Swan Lake is our best known ballet. But why is it so famous? Why are we so fascinated to see people performing as birds on stage, and why exactly swans? These are some of the questions choreographer Alexander Ekman has asked himself in A Swan Lake.
Swan Lake premiered at the Bolshoi Theatre in Moscow in 1877, to the music of Tchaikovsky. What many people do not know is that the original version was a major fiasco and was quickly forgotten. Not until Petipa/Ivanov's new production eight years later did the ballet achieve recognition. This interested Alexander Ekman – the forgotten Swan Lake, a work about which we know nothing. Now he has chosen to recreate and freely poeticise over this first Swan Lake, the fiasco.

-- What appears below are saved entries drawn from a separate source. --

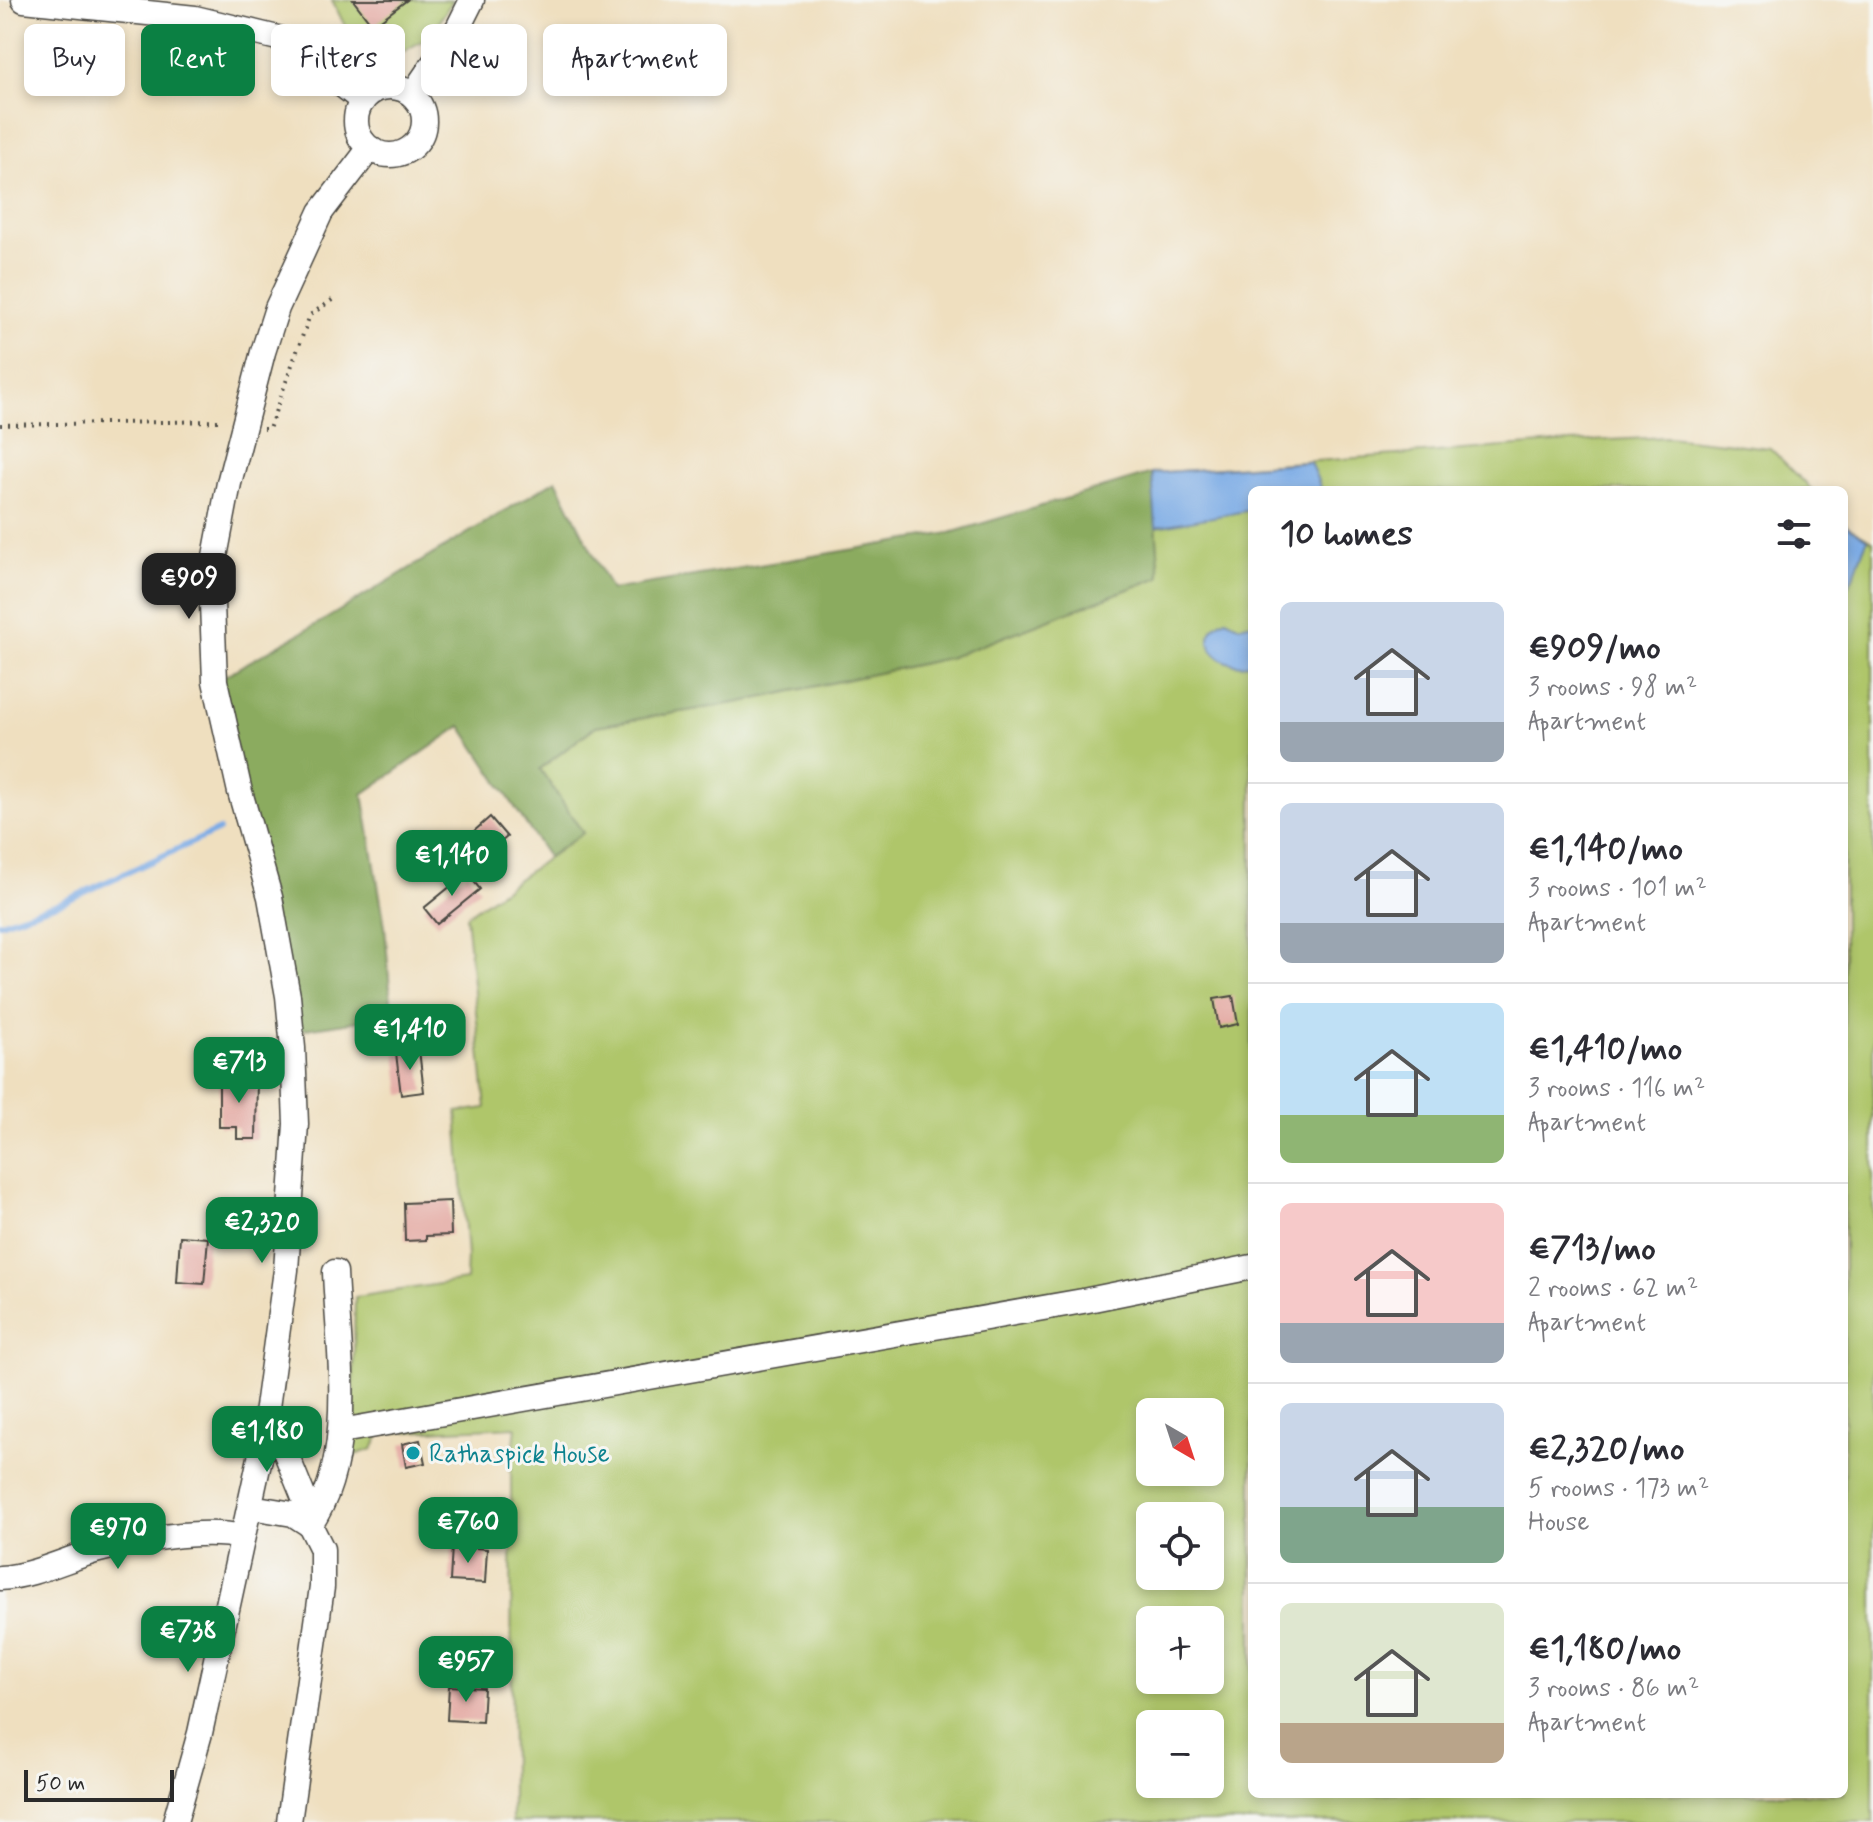 <!DOCTYPE html>
<meta charset="utf-8">
<style>
:root{--surface:#fff;--page:#f2f2f3;--text:#2b2b33;--muted:#7c7c81;--line:#e1e1e2;--accent:#0b8043}
body{margin:0;font-family:Mynerve,sans-serif;background:var(--page);color:var(--text);height:100vh;display:flex;flex-direction:column;font-size:30px;white-space:nowrap}
*{box-sizing:border-box;margin:0}
p{font-size:26px;color:var(--muted)}
.icon{flex:none;width:44px;height:44px;fill:none;stroke:currentColor;stroke-width:2;stroke-linecap:round;stroke-linejoin:round}
.map{position:relative;flex:1;overflow:hidden}
.side{position:absolute;left:1248px;top:486px;width:600px;height:1312px;display:flex;flex-direction:column;background:var(--surface);border-radius:12px;box-shadow:0 4px 12px #0003}
.side>*{flex:none}
.banner{position:absolute;left:24px;top:24px;width:760px;height:72px;display:flex;gap:16px}
.needle{width:52px;rotate:141deg}
.controls{position:absolute;left:1136px;top:1398px;display:grid;gap:16px}
.controls a{display:grid;place-items:center;width:88px;height:88px;border-radius:12px;background:var(--surface);box-shadow:0 4px 12px #0003;font-size:40px}
.scale{position:absolute;left:24px;bottom:20px;width:150px;box-sizing:border-box;padding-left:8px;border:4px solid #2b2b2b;border-top:0;font-size:22px;line-height:28px;white-space:nowrap;color:#2b2b2b;-webkit-text-stroke:6px #f6f6f2;paint-order:stroke}
.price{position:absolute;translate:-50% -68px;padding:0 18px;border-radius:16px;background:var(--accent);color:#fff;font-size:26px;line-height:52px;filter:drop-shadow(0 2px 4px #0008)}
.price::after{content:'';position:absolute;left:50%;top:48px;width:24px;height:18px;margin-left:-12px;background:inherit;clip-path:polygon(0 0,100% 0,50% 100%)}
.price.current{background:#222;color:#fff}
ul{padding:0;list-style:none}
li{display:flex;align-items:center;gap:24px;height:200px;padding:0 32px}
li+li{border-top:2px solid var(--line)}
li span{display:grid;place-items:center;flex:none;width:224px;height:160px;border-radius:12px;color:#555}
li>.icon{margin-inline-start:auto}
span .icon{width:96px;height:96px;fill:#fffc;stroke-width:1}
li b{font-size:34px}
h2{display:flex;justify-content:space-between;align-items:center;height:96px;padding:0 32px;font-size:34px}
.pill{padding:0 28px;border-radius:12px;background:var(--surface);box-shadow:0 4px 12px #0003;font-size:28px;line-height:72px}
.pill.current{background:var(--accent);color:#fff}
.map>svg:first-child{display:block}
.green{fill:#afc66b;stroke:#6d784b;stroke-width:2;fill-rule:evenodd}
.forest{fill:#8bab5f;stroke:#5b6b45;stroke-width:2}
.water{fill:#7babe5;stroke:#536b88;stroke-width:2}
.lines{fill:none;stroke-linecap:round;stroke-linejoin:round}
.stream{stroke:#7babe5;stroke-width:6}
.building{fill:#e5aea7}
.minor-casing{stroke:#484641;stroke-width:27}
.path{stroke:#484641;stroke-width:4;stroke-dasharray:2 6;stroke-linecap:butt}
.minor{stroke:#fff;stroke-width:24}
.culture-dot{fill:#0f9aa8;stroke:#f6f6f2;stroke-width:3}
.labels{text-anchor:middle;stroke-width:6;stroke-linejoin:round;paint-order:stroke}
.culture-label{font-size:26px;fill:#0d838f;stroke:#f6f6f2;text-anchor:start}
</style>
<div class="map">
<svg width="1873" height="1822" viewBox="0 0 1873 1822">
<rect width="100%" height="100%" fill="#f6f6f2"/>
<filter id="ink" filterUnits="userSpaceOnUse"><feTurbulence type="fractalNoise" baseFrequency=".0125" numOctaves="2"/><feDisplacementMap in="SourceGraphic" scale="16" xChannelSelector="R" yChannelSelector="G"/><feConvolveMatrix kernelMatrix="1 2 1 2 8 2 1 2 1" color-interpolation-filters="sRGB"/></filter>
<filter id="wash" filterUnits="userSpaceOnUse"><feTurbulence type="fractalNoise" baseFrequency=".006" numOctaves="4" result="noise"/><feDisplacementMap in="SourceGraphic" scale="32" xChannelSelector="R" yChannelSelector="G"/><feGaussianBlur stdDeviation="1.8" result="paint"/><feColorMatrix in="noise" values="0 0 0 0 0 0 0 0 0 0 0 0 0 0 0 0 0 1.4 0 .05"/><feComposite in="paint" operator="in"/></filter>
<g filter="url(#wash)">
<rect width="100%" height="100%" fill="#efdfbf"/>
<!-- green -->
<path class="green" d="M332,0H453L429,37L379,65L345,26Z
M1668,437L1770,448L1812,490H1252V1794H1844V523L1851,529L1873,541V1822H512L511,1471L516,1427L381,1433L373,1449L352,1456L355,1297L466,1280L467,1257L457,1112L486,1108L466,916L583,833L540,769L596,726L741,702L948,658L1160,577L1152,473L1570,442ZM1150,1412H1210V1472H1150ZM1150,1516H1210V1576H1150ZM1150,1620H1210V1680H1150ZM1150,1724H1210V1784H1150Z"/>
<!-- forest -->
<path class="forest" d="M1152,473L1160,577L948,658L741,702L596,726L540,769L583,833L548,857L461,726L363,794L385,926L392,1016L292,1031L215,681L324,620L556,480L611,590L950,533Z"/>
<!-- water -->
<path class="water" d="M1310,462L1322,490H1252V510L1156,527L1152,473Z
M1844,523L1851,529L1868,539C1859,555 1857,578 1844,590Z
M1226,619L1240,626L1252,623V663C1221,673 1188,636 1226,619Z"/>
<g class="lines">
<!-- stream -->
<path class="stream" d="M0,923L63,902L219,830"/>
</g>
<g id="blocks">
<!-- building -->
<path class="building" d="M353,0H407L373,26Z
M490,817L507,837L471,867L455,848Z
M467,873L480,889L437,924L424,908Z
M1233,996L1238,1024L1219,1028L1214,999Z
M419,1050L424,1092L401,1095L396,1053Z
M219,1076L257,1077L256,1139H237V1127H219Z
M450,1201L451,1235L426,1236V1240L405,1241L404,1203Z
M180,1236L208,1238L204,1284L177,1282Z
M420,1440L425,1463L406,1467L402,1444Z
M452,1546L487,1549L485,1583L450,1581Z
M449,1686L484,1688L482,1722L447,1720Z"/>
</g>
</g>
<g filter="url(#ink)">
<use href="#blocks" fill-opacity="0" stroke="#484641" stroke-width="2"/>
<g class="lines">
<defs>
<path id="minor" d="M24,0L195,18L282,39L363,101
M356 121a34 34 0 1 1 68 0a34 34 0 1 1-68 0Z
M412,95L458,28L472,0
M268,1409L304,1498L310,1525L322,1549V1587L289,1822
M341,1431L1083,1301L1252,1267
M251,1507L293,1514L310,1525
M310,1525C357,1457 338,1350 335,1272
M0,1578C33,1576 64,1560 95,1551C136,1540 201,1528 242,1537
M175,1822L200,1733L260,1458L286,1270L296,1124L293,1048L288,996L270,897L240,792L215,681L211,578L229,483L263,352L277,308L321,212L370,148"/>
</defs>
<!-- minor casing -->
<use href="#minor" class="minor-casing"/>
<!-- path -->
<path class="path" d="M0,425L220,421
M263,429H269L310,315L335,298"/>
<!-- minor -->
<use href="#minor" class="minor"/>
</g>
</g>
<!-- markers -->
<circle class="culture-dot" cx="413" cy="1453" r="8"/>
<g class="labels">
<!-- culture labels -->
<g class="culture-label">
<text x="429" y="1462">Rathaspick House</text>
</g>
</g>
</svg>
<div class="controls">
<a><svg class="needle" viewBox="-14 -14 28 28"><path d="M0-13l5 13h-10z" fill="#e53935"/><path d="M0 13l5-13h-10z" fill="#7c7c81"/></svg></a>
<a><svg class="icon" aria-label="locate" viewBox="0 0 24 24"><circle cx="12" cy="12" r="6"/><path d="M12 2v4M12 18v4M2 12h4M18 12h4"/></svg></a>
<a>+</a>
<a>−</a>
</div>
<div class="scale">50 m</div>
<b class="price current" style="left:189px;top:621px">€909</b>
<b class="price" style="left:452px;top:898px">€1,140</b>
<b class="price" style="left:410px;top:1072px">€1,410</b>
<b class="price" style="left:239px;top:1105px">€713</b>
<b class="price" style="left:262px;top:1265px">€2,320</b>
<b class="price" style="left:267px;top:1474px">€1,180</b>
<b class="price" style="left:468px;top:1565px">€760</b>
<b class="price" style="left:118px;top:1571px">€970</b>
<b class="price" style="left:188px;top:1674px">€738</b>
<b class="price" style="left:466px;top:1704px">€957</b>
<div class="banner">
<a class="pill">Buy</a>
<a class="pill current">Rent</a>
<a class="pill">Filters</a>
<a class="pill">New</a>
<a class="pill">Apartment</a>
</div>
<section class="side">
<h2>10 homes<svg class="icon" aria-label="filters" viewBox="0 0 24 24"><path d="M4 7h16M4 17h16"/><circle cx="9" cy="7" r="2"/><circle cx="15" cy="17" r="2"/></svg></h2>
<ul>
<li><span style="background:linear-gradient(#c9d6e8 75%,#9aa5b1 0)"><svg class="icon" aria-label="home" viewBox="0 0 24 24"><path d="M3 11l9-7 9 7M6 9v11h12V9"/></svg></span><div><b>€909/mo</b><p>3 rooms · 98 m²</p><p>Apartment</p></div></li>
<li><span style="background:linear-gradient(#c9d6e8 75%,#9aa5b1 0)"><svg class="icon" aria-label="home" viewBox="0 0 24 24"><path d="M3 11l9-7 9 7M6 9v11h12V9"/></svg></span><div><b>€1,140/mo</b><p>3 rooms · 101 m²</p><p>Apartment</p></div></li>
<li><span style="background:linear-gradient(#bfe0f5 70%,#8fb573 0)"><svg class="icon" aria-label="home" viewBox="0 0 24 24"><path d="M3 11l9-7 9 7M6 9v11h12V9"/></svg></span><div><b>€1,410/mo</b><p>3 rooms · 116 m²</p><p>Apartment</p></div></li>
<li><span style="background:linear-gradient(#f6c9c9 75%,#9aa5b1 0)"><svg class="icon" aria-label="home" viewBox="0 0 24 24"><path d="M3 11l9-7 9 7M6 9v11h12V9"/></svg></span><div><b>€713/mo</b><p>2 rooms · 62 m²</p><p>Apartment</p></div></li>
<li><span style="background:linear-gradient(#c9d6e8 65%,#7fa58c 0)"><svg class="icon" aria-label="home" viewBox="0 0 24 24"><path d="M3 11l9-7 9 7M6 9v11h12V9"/></svg></span><div><b>€2,320/mo</b><p>5 rooms · 173 m²</p><p>House</p></div></li>
<li><span style="background:linear-gradient(#dfe7d0 75%,#b9a48a 0)"><svg class="icon" aria-label="home" viewBox="0 0 24 24"><path d="M3 11l9-7 9 7M6 9v11h12V9"/></svg></span><div><b>€1,180/mo</b><p>3 rooms · 86 m²</p><p>Apartment</p></div></li>
</ul>
</section>
</div>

Alexander Ekman is permanent choreographer with the Nederlands Dans Theater and has enjoyed tremendous success with us with the ballet Resin as part of our September Dance programme in 2012. He is known for his distinctive style, which combines the humorous and playful with reflection on ballet as an art form. A Swan Lake is his first full-length narrative ballet. Together with top designer Henrik Vibskov and with new music by composer Mikael Karlsson, he has created A Swan Lake with the whole company on stage, a full orchestra in the pit and a real lake on the Main House stage!